Joyce had nothing against golf or golfers. In fact, she was a regular golfer herself and a member of two different golf clubs. But when her home in a subdivision adjoining a private golf course was continuously pelted with errant golf balls, she and a neighbor with the same predicament eventually took the matter to court and won.The golf course began operating in the late 1980s, and Joyce moved into her home in the late 1990s. But the fact that she “came to the problem” did not prevent Joyce from winning an injunction to stop, or at least minimize, incoming golf balls and the golfers in search of them.

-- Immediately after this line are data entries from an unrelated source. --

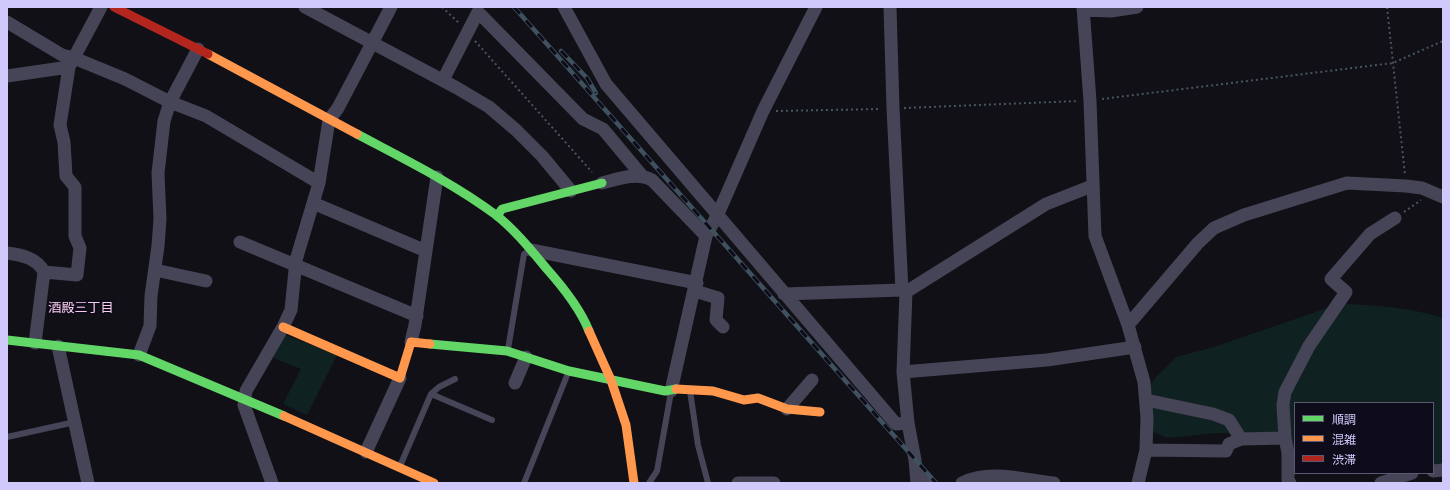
<!DOCTYPE html>
<html>
<head>
<meta charset="utf-8">
<style>
	body { margin:0 }
	#map { position:relative; width:1450px; height:490px; overflow:hidden; background:#101016; font-family:"Roboto Condensed","Noto Sans JP",sans-serif }
	canvas { display:block }
	.frame { position:absolute; inset:0; border:8px solid #cfcafb; pointer-events:none }
	.legend { position:absolute; left:1294px; top:402px; width:140px; height:72px; box-sizing:border-box; background:#0e0c1a; border:1px solid #5b5874; margin:0; padding:5px 7px; list-style:none; font-size:12px; color:#cfcafb }
	.legend li { display:flex; align-items:center; gap:8px; height:20px }
	.legend b { width:20px; border:1px solid #5b5874 }
</style>
</head>
<body>
<div id="map">
<canvas width="1450" height="490"></canvas>
<div class="frame"></div>
<ul class="legend">
<li><b style="height:5px;background:#63d668"></b>順調</li>
<li><b style="height:5px;background:#ff974d"></b>混雑</li>
<li><b style="height:5px;background:#b3261e"></b>渋滞</li>
</ul>
</div>
<script>
const ctx = document.querySelector('canvas').getContext('2d');
ctx.lineJoin = 'round';
function fillPath(path, color) { ctx.fillStyle = color; ctx.fill(path, 'evenodd'); }
function strokePath(path, color, width, dash) { ctx.strokeStyle = color; ctx.lineWidth = width; ctx.lineCap = dash ? 'butt' : 'round'; ctx.setLineDash(dash || []); ctx.stroke(path); }
function write(font, color, halo, rows, align = 'center') {
  ctx.font = font + ' "Roboto Condensed","Noto Sans JP",sans-serif'; ctx.lineWidth = 4; ctx.setLineDash([]); ctx.textBaseline = 'middle'; ctx.strokeStyle = halo; ctx.fillStyle = color; for (const [text, x, y, turn = 0] of rows) {
    ctx.save(); ctx.translate(x, y); ctx.rotate((+turn || 0) * Math.PI / 180); ctx.textAlign = isNaN(turn) ? turn : align; if (halo) ctx.strokeText(text, 0, 0); ctx.fillText(text, 0, 0); ctx.restore();
  }
}
fillPath(new Path2D(`
	M1350,304C1382,306 1413,308 1443,318V476L1433,463V403H1295V448H1288L1241,434L1216,433L1168,438L1155,433L1142,423L1139,408L1146,391L1156,377L1176,357L1214,347L1333,306Z
	M283,334L337,355L307,415L283,404L301,369L271,357Z`), '#102121');
strokePath(new Path2D(`
	M442,7L460,24
	M1387,7L1405,175
	M475,41L592,172
	M1102,99L1393,63L1443,41
	M904,108L1079,101
	M776,111L881,109
	M1404,212L1421,200`), '#48555f', 2, [2, 3]);
strokePath(new Path2D(`
	M508,349L524,254L530,251
	M690,391L698,445L708,483
	M431,394L492,420
	M7,437L75,422
	M400,466L431,394L439,387L455,379
	M524,483L568,373
	M649,483L657,471L671,392`), '#464557', 6);
strokePath(new Path2D(`
	M305,7L457,88L489,107L516,130L542,156L571,191
	M564,7L606,84L896,424L908,423
	M890,7L893,108L902,290L906,292L903,372L908,423L915,460L917,483
	M1083,7L1090,101L1095,236L1128,325L1144,382L1147,417L1146,450L1138,483
	M1083,10L1111,11L1137,7
	M7,22L62,55L74,58L125,79L170,102L206,116L319,183
	M7,76L69,67L101,7
	M443,80L478,12L583,119L603,129L643,177
	M602,183C618,179 637,172 652,180L706,236
	M313,203L426,251
	M240,242L417,316
	M531,250L697,283
	M7,253C22,255 37,258 44,272L35,343
	M155,270L206,281
	M44,272L77,275L80,248L75,236V187L66,176L64,142L60,125L69,67
	M695,291L718,298L716,320L723,327
	M906,292L1046,204L1092,186
	M784,294L902,290
	M1128,325L1198,243L1214,228L1244,215L1347,183L1406,186L1422,188L1443,197
	M411,342L415,325L437,177
	M58,346L88,483
	M139,355L150,326L151,296L158,246L160,219L158,173L164,121L170,102L198,49
	M903,372L1047,360L1135,347
	M515,383L526,357
	M671,391L706,236L718,214L763,111L816,7
	M1146,400L1213,414L1229,420L1241,439
	M787,409L812,380
	M1146,450L1226,451L1229,444L1241,439L1285,438
	M366,452L400,378
	M917,468L929,483
	M1433,471L1443,470
	M272,483L244,405L246,391L283,327L291,310L296,260L319,183L329,120L338,108L391,7
	M738,483H774
	M962,483C989,469 1025,480 1054,483
	M1290,483L1288,480V453L1285,438L1283,405L1285,392L1309,346L1346,292L1331,279L1370,234L1395,218
	M1381,483L1412,473`), '#464557', 13);
strokePath(new Path2D(`
	M357,134C404,159 453,183 496,215C515,230 531,250 546,268C563,287 580,308 589,331
	M497,216L502,209L602,183
	M7,340L139,355L284,416
	M430,344L507,351L569,371L665,391L676,389`), '#63d668', 9);
strokePath(new Path2D(`
	M208,54L357,134
	M283,327L400,378L411,342L430,344
	M589,331L611,380L626,425L634,483
	M676,389L713,391L744,400L758,398L787,409L820,412
	M284,416L434,483`), '#ff974d', 9);
strokePath(new Path2D(`
	M114,7L208,54`), '#b3261e', 9);
const rail = new Path2D(`
	M514,7L936,483
	M561,51L587,78L596,93`);
strokePath(rail, '#3f515e', 4.5);
strokePath(rail, '#0e0c1a', 3, [9]);
write('13px', '#fbcceb', '#0e0c1a', [
	["酒殿三丁目",81,309]
]);
</script>
</body>
</html>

No doubt the court was impressed by the evidence showing the extent of the problem, which went well beyond an occasional Titleist in the flower bed. Among other effects, there were five damaged window screens, one large broken window, dented siding, and a dimpled car hood (only the golf balls are supposed to have dimples). At least one wayward shot struck the house hard enough to trigger a burglar alarm. It got so bad that Joyce all but gave up on using her rear deck, and her young son was instructed to play only in the part of the yard that was shielded from the golf course by the house. The clincher piece of evidence may have been the 1,800 golf balls that Joyce had retrieved from her yard during the five years she had lived in her house.

The winning legal theory for Joyce was continuing trespass. The common conception of a trespass is of someone walking across another’s property without permission, but the concept is broader than that. A trespass is any invasion of a landowner’s interest in exclusive possession of the property. Propelling physical objects onto someone’s property regularly, frequently, and without the owner’s consent is a continuing trespass.

As for the appropriate remedy, the court in Joyce’s case offered some guidance. If the golf course operators were determined to keep the course as it was, they either would have to acquire the adjacent land, or the right to use such land, for the purpose of accommodating all of those wayward golf shots. More realistically, the defendant could solve the problem by shortening the hole that adjoined Joyce’s property, thereby removing the property from the landing area for all those bad shots. This would be somewhat burdensome for the golf club, but it was not such a hardship as could relieve the club of its obligation to end the continuing trespass and give Joyce back the “exclusive possession” of her home.